**EXERCISE PROMPT:**
Retrieve each line that contains the word "bounding" from the entries below.

**ENTRIES SHOWN:**
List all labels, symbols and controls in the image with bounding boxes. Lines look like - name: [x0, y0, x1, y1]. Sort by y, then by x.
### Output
--
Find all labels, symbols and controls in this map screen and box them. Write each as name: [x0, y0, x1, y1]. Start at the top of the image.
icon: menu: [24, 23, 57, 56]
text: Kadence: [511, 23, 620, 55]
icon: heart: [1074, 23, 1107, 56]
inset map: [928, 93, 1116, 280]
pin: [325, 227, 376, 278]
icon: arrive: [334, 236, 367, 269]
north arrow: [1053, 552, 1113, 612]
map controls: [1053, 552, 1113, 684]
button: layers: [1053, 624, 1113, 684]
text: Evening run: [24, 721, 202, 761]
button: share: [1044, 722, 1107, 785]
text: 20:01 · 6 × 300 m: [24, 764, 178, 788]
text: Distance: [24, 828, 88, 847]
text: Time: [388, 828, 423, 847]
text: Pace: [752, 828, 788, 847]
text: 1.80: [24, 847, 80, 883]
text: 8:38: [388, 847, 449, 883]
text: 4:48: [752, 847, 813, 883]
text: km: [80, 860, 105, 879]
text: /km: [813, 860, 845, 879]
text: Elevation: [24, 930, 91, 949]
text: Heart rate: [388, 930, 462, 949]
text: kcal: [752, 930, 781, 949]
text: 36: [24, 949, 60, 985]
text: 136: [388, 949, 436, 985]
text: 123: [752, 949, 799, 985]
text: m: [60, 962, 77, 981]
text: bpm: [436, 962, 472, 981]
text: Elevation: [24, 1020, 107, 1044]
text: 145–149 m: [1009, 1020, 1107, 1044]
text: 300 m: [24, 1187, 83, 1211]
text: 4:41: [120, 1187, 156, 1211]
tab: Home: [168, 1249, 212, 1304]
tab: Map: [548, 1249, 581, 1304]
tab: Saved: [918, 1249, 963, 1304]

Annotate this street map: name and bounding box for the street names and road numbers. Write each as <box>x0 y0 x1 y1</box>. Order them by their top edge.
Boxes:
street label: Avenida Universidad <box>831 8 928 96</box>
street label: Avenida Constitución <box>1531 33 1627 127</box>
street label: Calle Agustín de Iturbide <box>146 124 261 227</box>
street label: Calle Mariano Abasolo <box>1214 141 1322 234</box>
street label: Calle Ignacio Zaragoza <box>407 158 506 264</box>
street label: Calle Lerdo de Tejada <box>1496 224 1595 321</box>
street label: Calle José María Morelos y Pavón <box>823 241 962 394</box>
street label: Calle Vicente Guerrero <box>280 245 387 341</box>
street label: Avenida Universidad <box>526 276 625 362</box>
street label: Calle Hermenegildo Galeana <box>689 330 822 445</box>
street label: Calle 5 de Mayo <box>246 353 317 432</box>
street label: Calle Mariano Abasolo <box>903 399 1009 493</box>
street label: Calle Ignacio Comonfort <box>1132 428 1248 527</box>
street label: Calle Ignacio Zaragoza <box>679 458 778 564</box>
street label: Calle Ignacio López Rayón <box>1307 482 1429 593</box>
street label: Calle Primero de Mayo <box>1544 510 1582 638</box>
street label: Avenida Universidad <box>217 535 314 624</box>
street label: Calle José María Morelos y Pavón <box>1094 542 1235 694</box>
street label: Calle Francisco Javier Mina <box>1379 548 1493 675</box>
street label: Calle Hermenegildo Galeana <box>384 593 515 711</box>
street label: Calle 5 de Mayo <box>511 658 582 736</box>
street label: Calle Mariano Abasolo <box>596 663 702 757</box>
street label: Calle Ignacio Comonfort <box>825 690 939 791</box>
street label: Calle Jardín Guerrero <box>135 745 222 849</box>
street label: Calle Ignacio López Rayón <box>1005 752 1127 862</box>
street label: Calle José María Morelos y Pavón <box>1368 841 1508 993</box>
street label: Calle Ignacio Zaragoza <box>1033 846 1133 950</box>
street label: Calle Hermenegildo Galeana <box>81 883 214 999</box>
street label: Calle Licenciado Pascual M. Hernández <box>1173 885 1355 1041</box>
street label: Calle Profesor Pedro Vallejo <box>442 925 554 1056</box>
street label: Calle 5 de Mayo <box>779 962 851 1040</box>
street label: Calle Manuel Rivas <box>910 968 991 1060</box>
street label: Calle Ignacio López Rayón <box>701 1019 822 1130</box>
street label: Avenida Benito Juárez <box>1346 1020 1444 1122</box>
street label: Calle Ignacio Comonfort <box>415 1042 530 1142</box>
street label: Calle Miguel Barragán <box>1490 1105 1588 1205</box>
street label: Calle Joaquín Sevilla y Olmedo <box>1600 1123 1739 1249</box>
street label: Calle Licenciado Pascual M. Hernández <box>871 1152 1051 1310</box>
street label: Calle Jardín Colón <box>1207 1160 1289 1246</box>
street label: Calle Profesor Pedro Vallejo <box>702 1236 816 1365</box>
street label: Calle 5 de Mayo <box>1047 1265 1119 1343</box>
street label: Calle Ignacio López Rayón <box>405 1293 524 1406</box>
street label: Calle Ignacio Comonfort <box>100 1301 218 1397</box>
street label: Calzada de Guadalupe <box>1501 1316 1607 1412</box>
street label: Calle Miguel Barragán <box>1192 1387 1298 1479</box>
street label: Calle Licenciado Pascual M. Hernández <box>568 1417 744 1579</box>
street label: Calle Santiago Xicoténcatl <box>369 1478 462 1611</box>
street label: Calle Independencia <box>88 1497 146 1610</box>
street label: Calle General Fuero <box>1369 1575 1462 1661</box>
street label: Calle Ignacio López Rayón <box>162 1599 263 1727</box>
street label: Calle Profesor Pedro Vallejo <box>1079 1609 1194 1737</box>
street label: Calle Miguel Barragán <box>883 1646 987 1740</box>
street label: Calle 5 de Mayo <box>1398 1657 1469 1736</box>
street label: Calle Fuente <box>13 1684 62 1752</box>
...
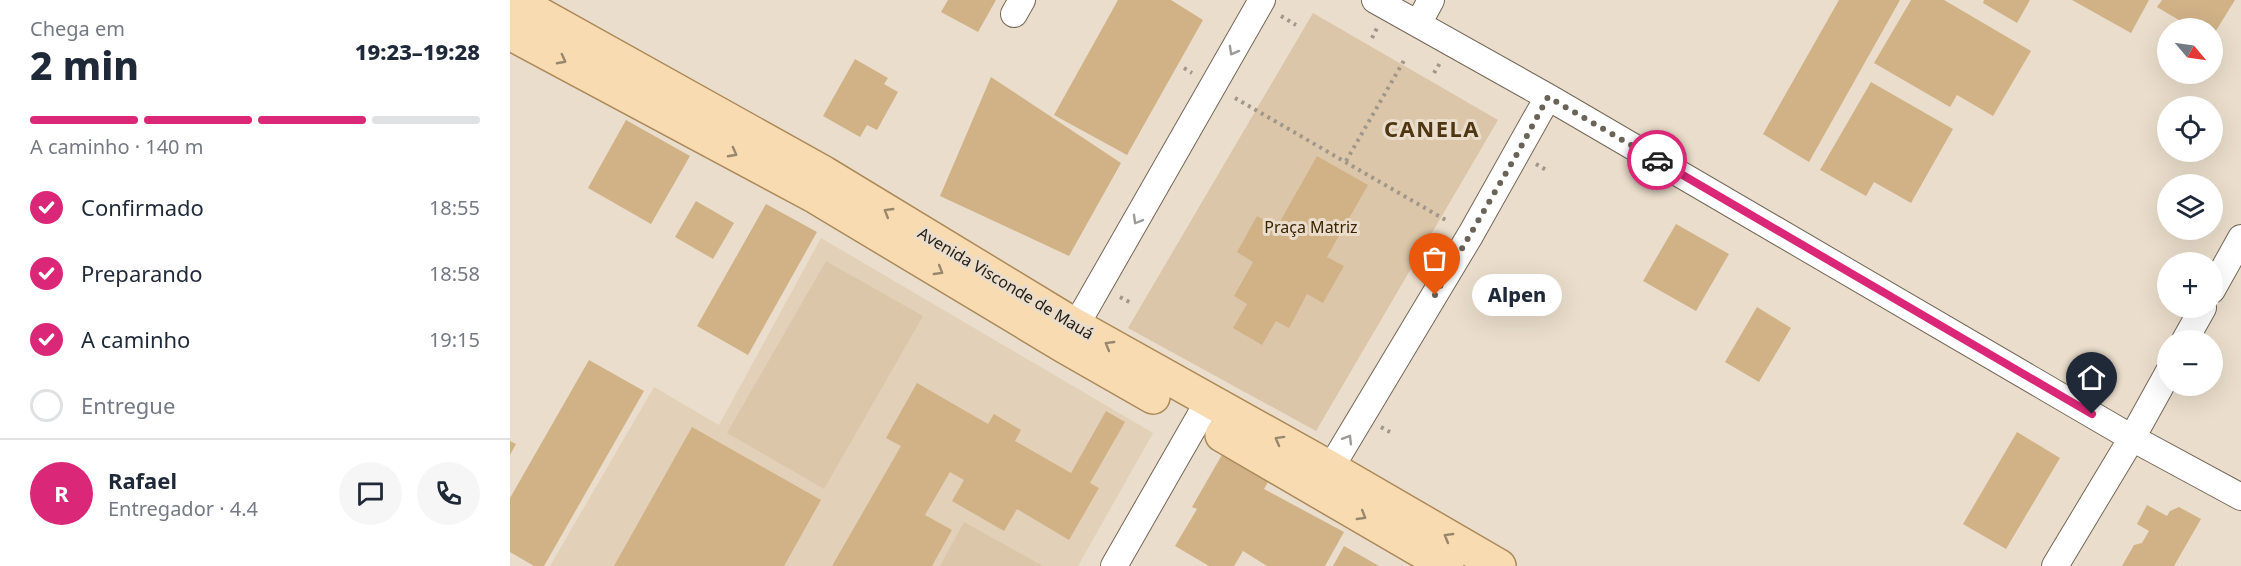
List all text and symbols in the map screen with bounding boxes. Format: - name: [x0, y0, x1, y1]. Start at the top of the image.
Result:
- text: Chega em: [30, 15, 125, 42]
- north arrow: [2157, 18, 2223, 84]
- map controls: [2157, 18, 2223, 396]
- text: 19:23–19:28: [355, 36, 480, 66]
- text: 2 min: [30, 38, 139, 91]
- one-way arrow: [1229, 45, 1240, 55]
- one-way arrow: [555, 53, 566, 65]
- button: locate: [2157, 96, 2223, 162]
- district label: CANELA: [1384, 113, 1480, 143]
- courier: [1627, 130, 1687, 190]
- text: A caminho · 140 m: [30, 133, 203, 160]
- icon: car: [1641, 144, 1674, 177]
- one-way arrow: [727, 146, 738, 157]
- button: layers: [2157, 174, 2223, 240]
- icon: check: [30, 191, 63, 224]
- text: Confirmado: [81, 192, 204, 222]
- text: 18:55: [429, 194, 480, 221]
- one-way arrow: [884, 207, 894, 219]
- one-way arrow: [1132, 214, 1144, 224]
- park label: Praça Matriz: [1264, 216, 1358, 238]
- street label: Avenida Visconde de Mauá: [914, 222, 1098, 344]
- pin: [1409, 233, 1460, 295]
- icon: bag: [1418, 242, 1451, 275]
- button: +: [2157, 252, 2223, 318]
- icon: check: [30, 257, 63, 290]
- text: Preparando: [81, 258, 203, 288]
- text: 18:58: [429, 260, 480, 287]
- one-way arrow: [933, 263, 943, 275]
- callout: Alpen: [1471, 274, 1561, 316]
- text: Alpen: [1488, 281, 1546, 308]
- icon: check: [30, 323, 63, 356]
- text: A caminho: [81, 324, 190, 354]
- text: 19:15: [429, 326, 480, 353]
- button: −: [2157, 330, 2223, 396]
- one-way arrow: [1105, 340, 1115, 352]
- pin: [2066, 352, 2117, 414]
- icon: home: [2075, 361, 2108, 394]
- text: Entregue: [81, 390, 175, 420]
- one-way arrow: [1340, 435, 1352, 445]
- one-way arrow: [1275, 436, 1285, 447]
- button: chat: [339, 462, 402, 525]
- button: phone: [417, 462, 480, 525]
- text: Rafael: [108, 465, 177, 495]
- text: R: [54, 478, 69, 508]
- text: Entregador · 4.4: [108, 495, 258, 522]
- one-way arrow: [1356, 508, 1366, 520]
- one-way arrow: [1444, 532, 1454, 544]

**WORKED SOLUTION:**
List all labels, symbols and controls in the image with bounding boxes. Lines look like - name: [x0, y0, x1, y1]. Sort by y, then by x.
Annotate this street map: name and bounding box for the street names and road numbers. Write each as <box>x0 y0 x1 y1</box>. Order them by their top edge.
List all text and symbols in the map screen with bounding boxes. Format: - name: [x0, y0, x1, y1]. Start at the top of the image.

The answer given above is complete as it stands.